2025-present · Temus / A*STAR Bioinformatics Institute

SNPDrug3D — Genomics Variant Mapping

activeApache SparkPySparkAWS S3AWS GlueAthenaHadoop-AWSBioPythonpyarrow

Summary

Cloud-native genomic variant-to-protein-structure mapping platform built at Temus in collaboration with A*STAR's Bioinformatics Institute. Maps genetic variants to 3D protein structures at scale, integrating multiple biological data sources to support drug discovery research.

Problem

Variant interpretation requires linking genomic variants (single nucleotide polymorphisms, missense mutations) to the 3D protein structures they affect. The data lives in fundamentally different formats and scales:

  • AlphaMissense variant predictions — tabular, billions of rows
  • UniProt sequence records — semi-structured, millions of entries
  • SIFTS structural annotations — XML, hundreds of thousands of compressed files
  • AlphaFill structural models — JSON + mmCIF, thousands of files

Joining them at scale is the whole problem.

Architecture

  • Ingestion — automated pipelines pulling from REST APIs and S3 sources
  • Transformation — Spark jobs processing 70M+ records, with custom key-matching logic on nested fields and array elements (canonical UniProt accessions)
  • SIFTS XML parsing — 230,000+ compressed XML files transformed into optimized Parquet
  • AlphaFill processing — 5,000+ JSON files plus corresponding mmCIF structure files, parsed with BioPython's MMCIF2Dict and pandas.json_normalize for nested JSON flattening
  • Storage — partitioned Parquet on S3, partitioned by uniprot_id for downstream query performance
  • Query layer — Hive-compatible schemas exposed via AWS Glue Crawlers and Athena

Reduced query response times by ~85% versus the legacy approach. Concurrent access for 15+ research teams.

What I learned

mmCIF parsing is genuinely hard. BioPython's MMCIF2Dict is the right tool, but the data is deeply nested with structural and functional annotations interleaved.

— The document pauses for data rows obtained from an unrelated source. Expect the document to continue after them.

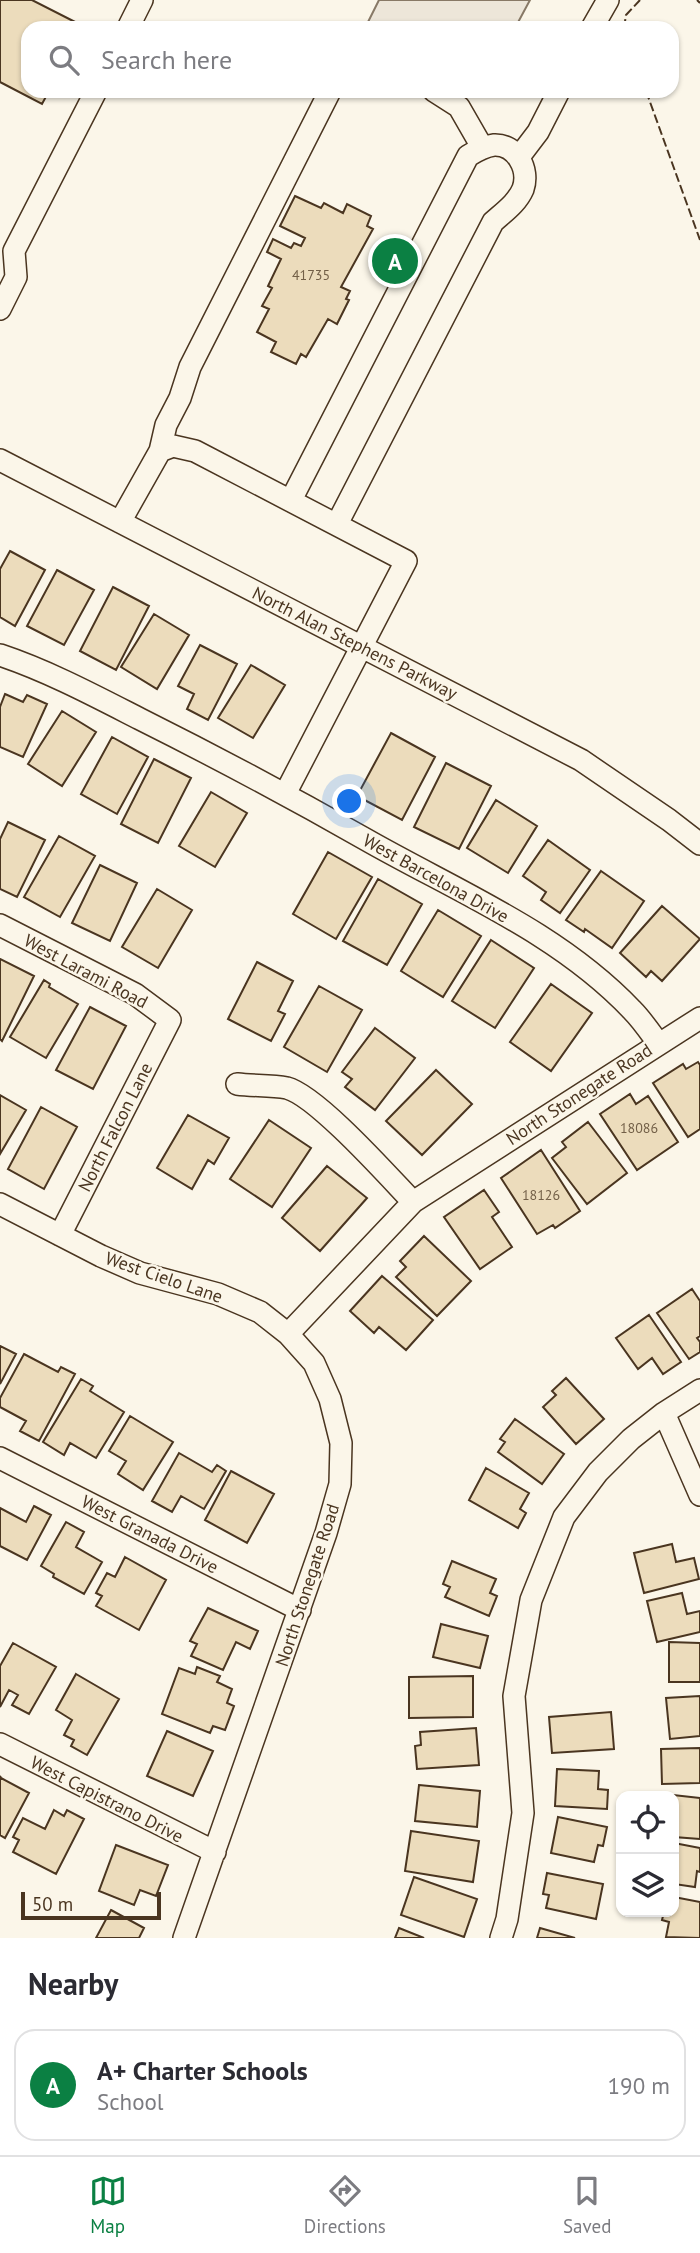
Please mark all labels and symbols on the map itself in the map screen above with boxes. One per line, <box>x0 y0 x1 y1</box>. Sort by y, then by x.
pin: A <box>372 235 418 287</box>
house number: 41735 <box>292 266 330 284</box>
street label: North Alan Stephens Parkway <box>249 581 462 705</box>
your location <box>332 784 366 818</box>
street label: West Barcelona Drive <box>359 828 513 928</box>
street label: West Larami Road <box>20 929 152 1013</box>
street label: North Stonegate Road <box>502 1038 656 1150</box>
street label: North Falcon Lane <box>73 1059 157 1195</box>
house number: 18086 <box>620 1119 658 1137</box>
house number: 18126 <box>522 1186 560 1204</box>
street label: West Cielo Lane <box>102 1246 226 1308</box>
street label: West Granada Drive <box>78 1490 222 1578</box>
street label: North Stonegate Road <box>270 1501 344 1669</box>
street label: West Capistrano Drive <box>27 1750 187 1848</box>
scale bar <box>21 1889 161 1921</box>

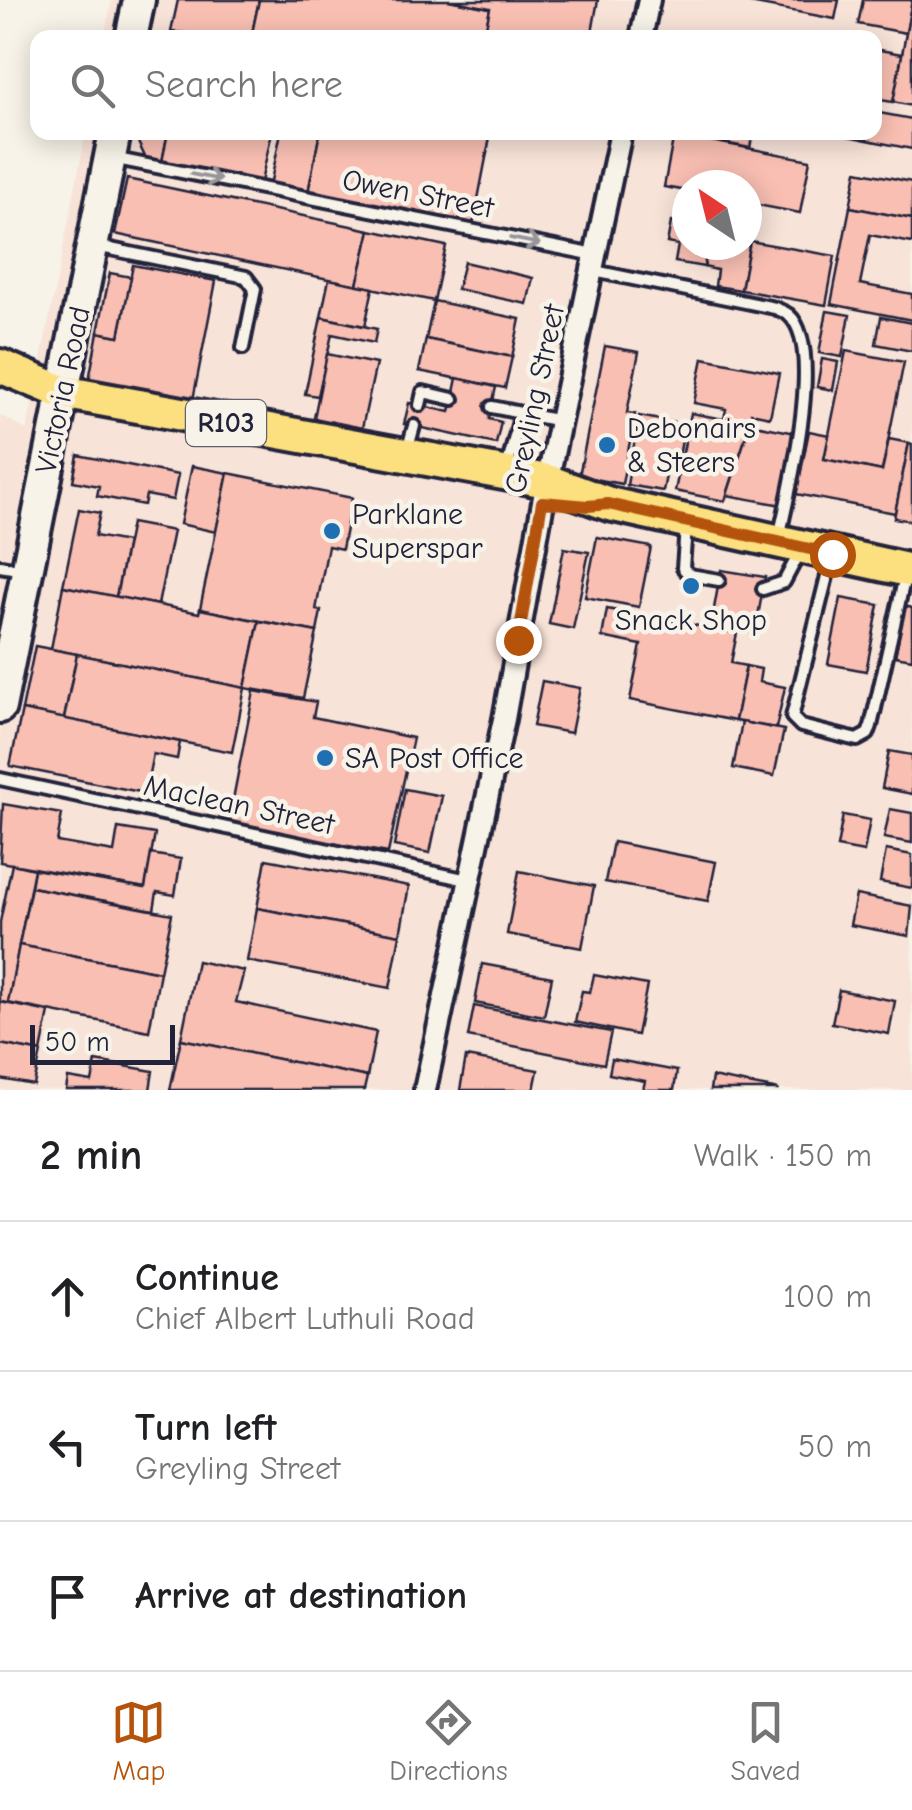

Flat-record output requires careful schema design.

Schema-on-read with Glue + Athena is the right pattern when multiple research teams need different views of the same data. We avoided pre-joining everything into one massive table.

Data architecture standards (lineage tracking, schema evolution policy, metadata governance) gave us 60% faster onboarding for new research projects. The value of these standards is mostly invisible until the third or fourth project, when you suddenly skip weeks of "what is this column?" archaeology.